Gli ultimi mesi, però, sono stati molto turbolenti per The Markup. A causa di alcune fratture interne che hanno addirittura portato al momentaneo licenziamento della stessa Angwin da parte degli altri co-fondatori alla fine dello scorso aprile, il progetto ha rischiato di essere compromesso. Con Angwin, infatti, ben cinque dei sette membri che componevano il team editoriale hanno deciso di abbandonare il progetto, in segno di solidarietà. Ben presto però, la confusione generale e i cambiamenti al vertice hanno decretato il momentaneo “silenzio stampa” del giornale e, solo dopo la partenza definitiva di Larson e Gardner a maggio e il ritorno di Julia Angwin come direttrice editoriale, la testata è ripartita, con il ritorno dei giornalisti che si erano licenziati e l’aggiunta di Nabiha Syed come Presidentessa ed Evelyn Larrubia come caporedattrice per le indagini investigative.

L’inizio delle pubblicazioni di The Markup dovrebbe cominciare a breve, mentre, solo pochi giorni fa, è uscito il primo numero della loro newsletter che ha iniziato la trattazione del tema della privacy e la sicurezza delle informazioni personali online.

Il team della startup, infatti, ha deciso di collaborare con Revue, un servizio web per la gestione di newsletter che permette di bloccare i sistemi di localizzazione e tracking nell’invio e nella recezione dei messaggi. “Vi promettiamo che il nostro sito non vi esporrà a monitoraggio da parte di terzi, trarrà meno informazioni possibili su di voi e non monetizzerà mai i dati raccolti”, riporta la lettera, parlando in seguito di #PrivacyTax, ovvero il prezzo che The Markup è disposta a pagare per garantire la completa protezione e trasparenza degli abbonati. Prima di trovare Revue, infatti, la testata si era rivolta a Mailchimp, un colosso nel mondo dell’e-mail marketing, che garantiva la possibilità di disattivare la localizzazione, ma solo dopo un periodo di prova non specificato e sotto condizioni poco chiare. Così, la testata ha deciso di cercare altrove: “Revue è più costosa di Mailchimp, ma questo è il prezzo per la privacy che siamo disposti a pagare”, ha scritto Angwin alla fine della newsletter.

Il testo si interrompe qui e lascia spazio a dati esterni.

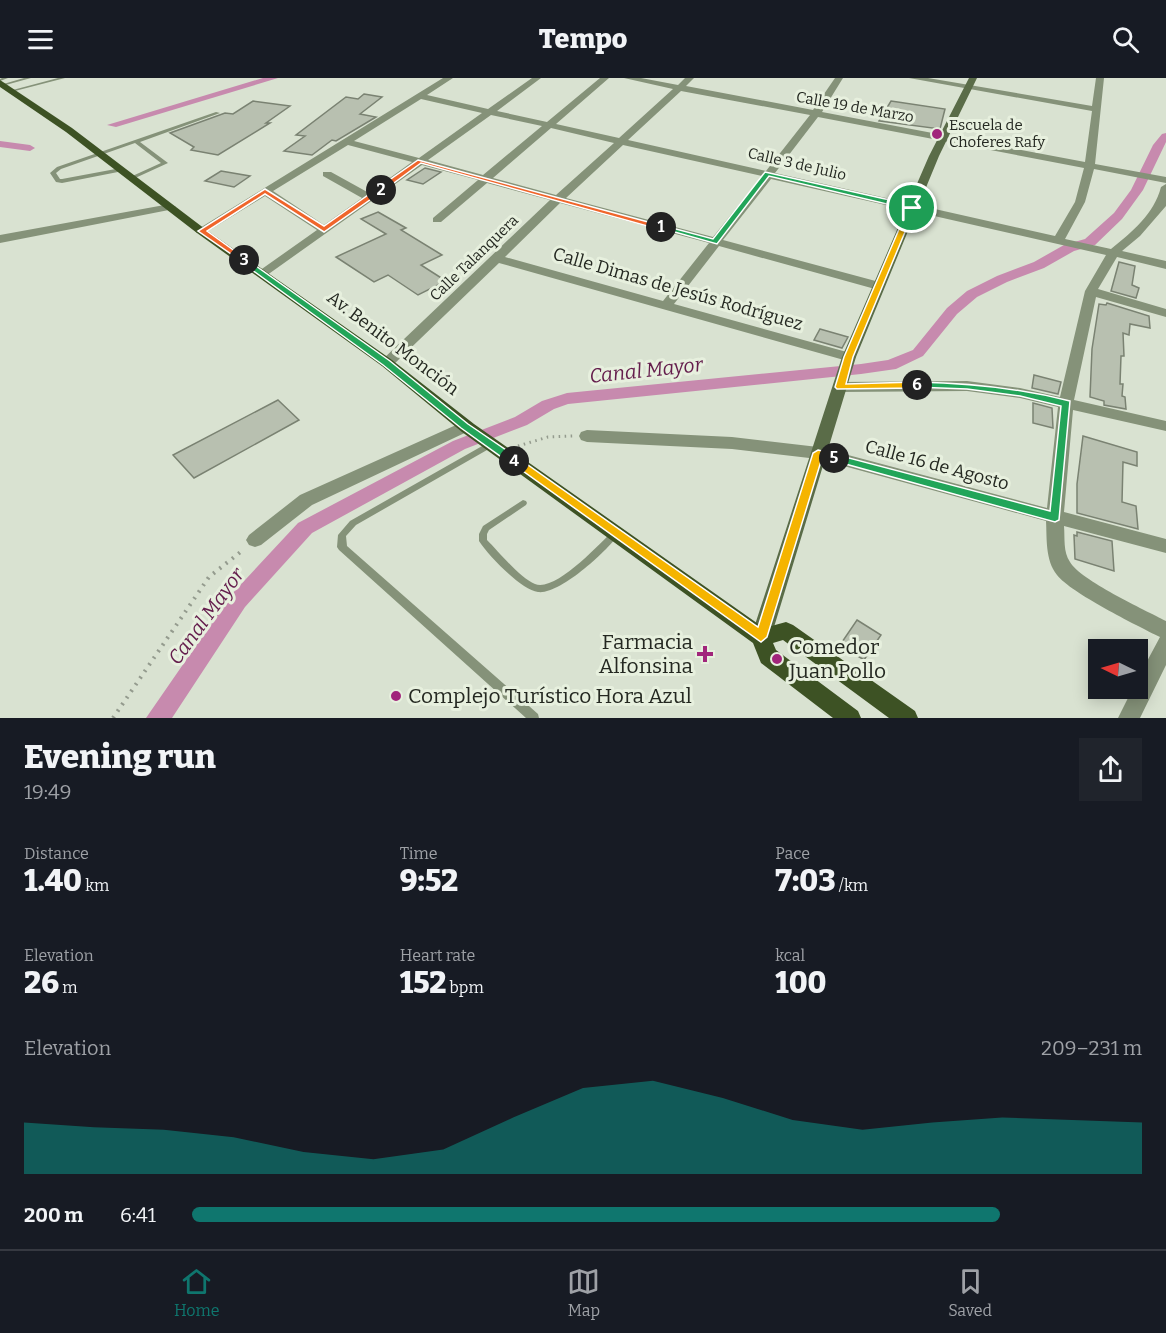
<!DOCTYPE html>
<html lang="en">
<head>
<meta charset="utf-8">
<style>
  body { margin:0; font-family:Bitter,serif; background:#20242c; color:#f1f3f6; height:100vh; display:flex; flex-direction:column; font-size:22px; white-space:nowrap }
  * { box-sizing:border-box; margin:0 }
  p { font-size:20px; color:#9ea1a6 }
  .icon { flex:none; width:33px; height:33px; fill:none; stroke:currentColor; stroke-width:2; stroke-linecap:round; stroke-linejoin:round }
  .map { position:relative; height:640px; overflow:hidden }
  .panel { display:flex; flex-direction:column; background:#171b24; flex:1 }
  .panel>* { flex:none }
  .needle { width:39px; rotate:275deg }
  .tools { position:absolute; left:1088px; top:561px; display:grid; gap:12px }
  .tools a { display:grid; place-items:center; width:60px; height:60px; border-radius:0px; background:#171b24; box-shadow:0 3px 15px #0003; font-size:30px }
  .pin { position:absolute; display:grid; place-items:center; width:51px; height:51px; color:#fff; margin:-26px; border:3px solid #fff; border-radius:50%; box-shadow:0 2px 6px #0007 }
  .km { position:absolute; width:30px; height:30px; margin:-15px; border-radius:50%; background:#222; color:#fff; font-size:16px; line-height:30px; text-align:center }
  .round { display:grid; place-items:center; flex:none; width:63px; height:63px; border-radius:0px; background:#20242c }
  .summary { display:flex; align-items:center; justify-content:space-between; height:102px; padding:0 24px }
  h1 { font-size:33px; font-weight:800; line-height:45px }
  .metrics { display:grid; grid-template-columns:repeat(3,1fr); gap:9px; height:102px; padding:6px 24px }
  .metrics div { display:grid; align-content:center }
  .metrics b { font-size:30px; font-weight:800 }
  .metrics small { font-size:16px; font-weight:400 }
  .metrics p { font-size:16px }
  .chart { height:168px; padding:12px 24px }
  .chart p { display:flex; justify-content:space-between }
  .chart svg { width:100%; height:108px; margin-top:6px; fill:#0f766e; opacity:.7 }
  ul { padding:0 24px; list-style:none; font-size:20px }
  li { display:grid; grid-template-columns:96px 72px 1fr; align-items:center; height:45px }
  li i { height:15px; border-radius:8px; background:#0f766e }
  header { display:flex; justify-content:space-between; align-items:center; height:78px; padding:0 24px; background:#171b24; font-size:27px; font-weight:800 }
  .tabs { display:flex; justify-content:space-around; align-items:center; height:84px; border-top:2px solid #363941; background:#171b24; font-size:16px; color:#9ea1a6 }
  .tabs a { display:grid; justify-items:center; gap:3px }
  .tabs .selected { color:#0f766e }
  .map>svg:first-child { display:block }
</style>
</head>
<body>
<header><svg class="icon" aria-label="menu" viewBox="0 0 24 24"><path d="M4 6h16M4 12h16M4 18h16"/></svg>Tempo<svg class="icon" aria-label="search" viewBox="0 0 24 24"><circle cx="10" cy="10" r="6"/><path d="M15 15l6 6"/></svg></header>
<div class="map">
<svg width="1166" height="640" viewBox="0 0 1166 640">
  <rect width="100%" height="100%" fill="#d9e2d1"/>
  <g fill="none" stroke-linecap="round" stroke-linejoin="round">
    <g fill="#c78aae" fill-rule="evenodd">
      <path d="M263,0H278L116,49L107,47Z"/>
      <path d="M1166,55V64L1143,112L1122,141L1095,167L1074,173L1044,190L1007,204L977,219L957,236L923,278L896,291L861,296L568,326L554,331L527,347L465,371L312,455L245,529L172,640H146L231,517L298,445L453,363L515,339L542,323L567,315L861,286L888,282L913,272L947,230L967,213L997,198L1034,184L1064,167L1085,161L1114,135L1131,112L1153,67L1162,56Z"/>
      <path d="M0,63L30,67L35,70L30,73L0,69Z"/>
    </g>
  </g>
  <g fill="#b8c0b0" stroke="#7a8272" stroke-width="1.5">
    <path d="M364,16L382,19L360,36L376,39L336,63L332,62L312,77L284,73L305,58L296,57L346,19L358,21Z"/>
    <path d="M253,23L290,28L266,45H270L218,77L191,72L194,69L170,55L225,35L233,36Z"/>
    <path d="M891,23L945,31L940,51L879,43Z"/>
    <path d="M425,90L441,94L423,106L407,102Z"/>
    <path d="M221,93L250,98L234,109L205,103Z"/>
    <path d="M378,134L406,150L401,152L442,177L421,187L446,203L418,217L388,197L374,204L336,179L386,156L361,141Z"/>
    <path d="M1119,184L1135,188L1132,207L1139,210L1136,220L1111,213Z"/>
    <path d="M1107,225L1149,238L1150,250L1130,246L1129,257L1123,255L1124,278H1121L1120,306H1123L1122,318L1125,319L1126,331L1104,327V323L1090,319L1092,271L1099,226L1106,227Z"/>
    <path d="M820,251L848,259L842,270L814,262Z"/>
    <path d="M1034,297L1061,304L1058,316L1032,310Z"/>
    <path d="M278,322L299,342L194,400L173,377Z"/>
    <path d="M1033,325L1052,330L1053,350L1033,345Z"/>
    <path d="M1083,358L1137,374V388L1123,384L1122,424L1136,428L1138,451L1077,435V406Z"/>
    <path d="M1077,454L1112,463L1114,493L1075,481L1074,457L1077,458Z"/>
    <path d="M857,542L881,557L864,582L840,567Z"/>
  </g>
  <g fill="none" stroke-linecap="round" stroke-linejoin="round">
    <path stroke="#949b8e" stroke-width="3" stroke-dasharray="1.5 4.5" stroke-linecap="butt" d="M518,368L548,359L573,358"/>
    <path stroke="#949b8e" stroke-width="4" stroke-dasharray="2 6" stroke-linecap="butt" d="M113,640L209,499L243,472"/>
    <g fill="#859279" fill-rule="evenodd">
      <path d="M2,0H8L0,3V1Z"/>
      <path d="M24,0H31L2,8L0,7Z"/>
      <path d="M58,0H65L11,14L9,13Z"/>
      <path d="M216,34L220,35L140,64L168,85L133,101L128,100L161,85L135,65L61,91L56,95L60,101H62L121,90L124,92L123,93L62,105L56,104L50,95L57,89Z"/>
      <path d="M491,363L494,364L495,366L494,368L356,447L346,458L347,468L538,636L539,640H526L339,472L337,469L338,457L350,443Z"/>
      <path d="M523,422L526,423L527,425L526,427L489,452L487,456V462C499,474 520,500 535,506C556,514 599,466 613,453L616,451L619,453L620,455C608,472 560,517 538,514C521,512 488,477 479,463V456L483,448Z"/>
    </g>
    <g fill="#859279" fill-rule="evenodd">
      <path d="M443,0H453L427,17L488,31L532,0H541L497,33L547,44L600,0H609L556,46L619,60L673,11L624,0H641L678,7L685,0H694L686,8L813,32L835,0H843L822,34L1085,84L1092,33L909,0H928L1092,28L1096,0H1104L1095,86L1166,99V105L1094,91L1085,124L1065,161L1111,171C1132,154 1154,136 1161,109L1166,106V128L1140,158L1122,173L1166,183V191L1117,179L1098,211L1166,231V239L1096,219L1074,322L1166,343V353L1073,332L1064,434L1166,461V475L1064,448C1065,460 1063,474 1070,484C1080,502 1145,532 1166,543V587L1140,640H1118L1133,610H1137V602L1160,559C1136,547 1071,515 1057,497C1045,482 1047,460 1046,443L818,381L732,371L587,364L581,362L579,358L581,354L587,352L732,359L818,369L1047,430L1058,329L1020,320L967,313L840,314L833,309L840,304L967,303L1020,310L1060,319L1085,213L1106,177L771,101L723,162L883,205L885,208L883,211H875L719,168L674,226L854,276L856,279L854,282H844L499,185L392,288H382L380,285L382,282L550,122L487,105L441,144H433V140L478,102L422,87L263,200L257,196L259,193L317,152L265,118L205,155H197L195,153ZM681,13L810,37L766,93L628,62ZM421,21L482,35L419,80L354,63ZM491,37L542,48L483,97L428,82ZM818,39L1084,90L1075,124L1055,158L775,95ZM551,50L614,65L556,117L493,100ZM348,67L412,84L369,115L331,94H323V98L362,120L324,147L273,113ZM623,67L762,98L713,159L566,120ZM560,125L709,165L663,223L505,179Z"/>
      <path d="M170,126L176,129L174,131L0,165V157Z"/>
      <path d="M465,343L471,344L473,348L471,352L312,427L261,467L255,469L249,467L246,462L249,457L300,417Z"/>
    </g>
    <path fill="#5a6c48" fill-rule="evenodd" d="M969,0H977L939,78L856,279L771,559L768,565L761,568L754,565L751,559L842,279L929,78Z"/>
    <path fill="#3d5224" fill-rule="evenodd" d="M0,2L72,50L205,151L392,282L474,346L764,550L786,544L793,547L915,633L918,640H889L783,562L773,565L776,572L858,633L861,640H833L761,585L753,565L462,354L382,288L197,155L66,54L0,9Z"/>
  </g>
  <path fill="#22a559" stroke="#fff" stroke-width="1.5" d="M765,94L912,127L915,130L912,132L769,98L717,166L657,149L661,147L713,161Z"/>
  <path fill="#f0652b" stroke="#fff" stroke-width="1.5" d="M418,82L663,148L664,149L658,151L421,85L383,113H378V110Z"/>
  <path fill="#f0652b" stroke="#fff" stroke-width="1.5" d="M378,110L384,112L324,154L265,116L207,153L246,181L247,182L244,185L198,153L265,111L324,148Z"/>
  <path fill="#22a559" stroke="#fff" stroke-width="1.5" d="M241,181H246L390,283L468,346L518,380V386H511L461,350L383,287L241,184Z"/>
  <path fill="#f5b400" stroke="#fff" stroke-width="1.5" d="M818,372L838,377L840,380L834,384L822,380L767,559L761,564L509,383L514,379L518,380L758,549L813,375Z"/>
  <path fill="#22a559" stroke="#fff" stroke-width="1.5" d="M917,304C969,305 1019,310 1070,323L1059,442L1055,444L831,382L829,380L834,376L1050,433L1061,328L1020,318L967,311L914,309V305Z"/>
  <path fill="#f5b400" stroke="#fff" stroke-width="1.5" d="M909,128L915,130L853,279L846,306L917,304L922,307L917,310L837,311L835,309L844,279Z"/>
  <g fill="#a1257b" stroke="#e7f0de" stroke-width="2">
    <circle cx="937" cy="56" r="6"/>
    <path d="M702 567h6v6h6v6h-6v6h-6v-6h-6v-6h6z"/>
    <circle cx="777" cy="581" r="6"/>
    <circle cx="396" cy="618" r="6"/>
  </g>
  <g text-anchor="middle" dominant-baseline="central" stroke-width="6" stroke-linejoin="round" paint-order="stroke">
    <g font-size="15" fill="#242821" stroke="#e7f0de">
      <text transform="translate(855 29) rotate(10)">Calle 19 de Marzo</text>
      <text transform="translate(797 86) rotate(13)">Calle 3 de Julio</text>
      <text transform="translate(474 180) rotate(-44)">Calle Talanquera</text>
    </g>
    <g font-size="15" fill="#242821" stroke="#e7f0de" text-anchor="start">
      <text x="949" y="47">Escuela de<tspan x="949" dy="17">Choferes Rafy</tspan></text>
    </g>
    <g font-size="18" fill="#242821" stroke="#e7f0de">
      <text transform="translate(678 211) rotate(16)">Calle Dimas de Jesús Rodríguez</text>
      <text transform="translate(393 265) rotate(37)">Av. Benito Monción</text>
      <text transform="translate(937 387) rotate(15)">Calle 16 de Agosto</text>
    </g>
    <g font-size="20" font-style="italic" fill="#641d4c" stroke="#e7f0de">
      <text transform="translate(646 292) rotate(-6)">Canal Mayor</text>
      <text transform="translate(206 538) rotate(-54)">Canal Mayor</text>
    </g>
    <g font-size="21" fill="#242821" stroke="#e7f0de" text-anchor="start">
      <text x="693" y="564" text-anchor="end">Farmacia<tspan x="693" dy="24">Alfonsina</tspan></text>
      <text x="789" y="569">Comedor<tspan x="789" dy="24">Juan Pollo</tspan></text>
      <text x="408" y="618">Complejo Turístico Hora Azul</text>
    </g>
  </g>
</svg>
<div class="tools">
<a><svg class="needle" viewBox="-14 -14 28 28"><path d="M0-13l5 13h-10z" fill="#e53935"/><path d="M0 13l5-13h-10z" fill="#9ea1a6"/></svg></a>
</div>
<div class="pin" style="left:912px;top:130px;background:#1e9e55"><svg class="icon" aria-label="arrive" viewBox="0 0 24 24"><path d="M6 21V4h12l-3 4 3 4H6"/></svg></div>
<b class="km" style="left:661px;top:149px">1</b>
<b class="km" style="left:381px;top:112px">2</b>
<b class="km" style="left:244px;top:182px">3</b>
<b class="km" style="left:514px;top:383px">4</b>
<b class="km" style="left:834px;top:380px">5</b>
<b class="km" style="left:917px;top:307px">6</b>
</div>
<section class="panel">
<div class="summary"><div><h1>Evening run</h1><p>19:49</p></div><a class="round"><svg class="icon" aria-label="share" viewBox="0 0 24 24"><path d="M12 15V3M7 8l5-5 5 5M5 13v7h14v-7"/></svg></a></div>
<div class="metrics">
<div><p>Distance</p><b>1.40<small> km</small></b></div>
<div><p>Time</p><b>9:52</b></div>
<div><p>Pace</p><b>7:03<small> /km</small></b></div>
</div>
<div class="metrics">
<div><p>Elevation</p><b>26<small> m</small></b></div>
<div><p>Heart rate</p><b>152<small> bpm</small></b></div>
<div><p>kcal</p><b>100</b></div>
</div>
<div class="chart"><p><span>Elevation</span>209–231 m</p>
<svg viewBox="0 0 160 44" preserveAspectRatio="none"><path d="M0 44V23L10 25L20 26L30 29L40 35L50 38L60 34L70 21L80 9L90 6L100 13L110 22L120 26L130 23L140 21L150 22L160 23V44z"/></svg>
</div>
<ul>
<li><b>200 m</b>6:41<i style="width:85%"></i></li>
</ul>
</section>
<nav class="tabs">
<a class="selected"><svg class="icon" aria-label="home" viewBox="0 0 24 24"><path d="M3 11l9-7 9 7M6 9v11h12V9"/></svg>Home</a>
<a><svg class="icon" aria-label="map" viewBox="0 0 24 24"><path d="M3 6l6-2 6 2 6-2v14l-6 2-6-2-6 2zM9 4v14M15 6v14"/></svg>Map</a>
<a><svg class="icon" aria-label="saved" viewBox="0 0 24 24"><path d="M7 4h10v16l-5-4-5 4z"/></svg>Saved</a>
</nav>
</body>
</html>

La scelta di The Markup è esplicativa della filosofia della testata e del suo approccio al mondo digitale, dove la monetizzazione dei dati è al centro dell’economia di Internet. Gli algoritmi che permettono ciò, alla base dei quali ci sono grandi quantitativi di dati personali dei lettori, sono un nuovo e potente modo di esercitare potere nella società odierna. Il sociologo Frank Pasquale, nel libro The Black Box Society, diceva che “La conoscenza è potere. Spiare gli altri mentre ci si nasconde è una delle forme più potenti di potere”, ma l’intento di The Markup è proprio quello di usare la conoscenza dei dati a loro favore, rendendo consapevole l’opinione pubblica.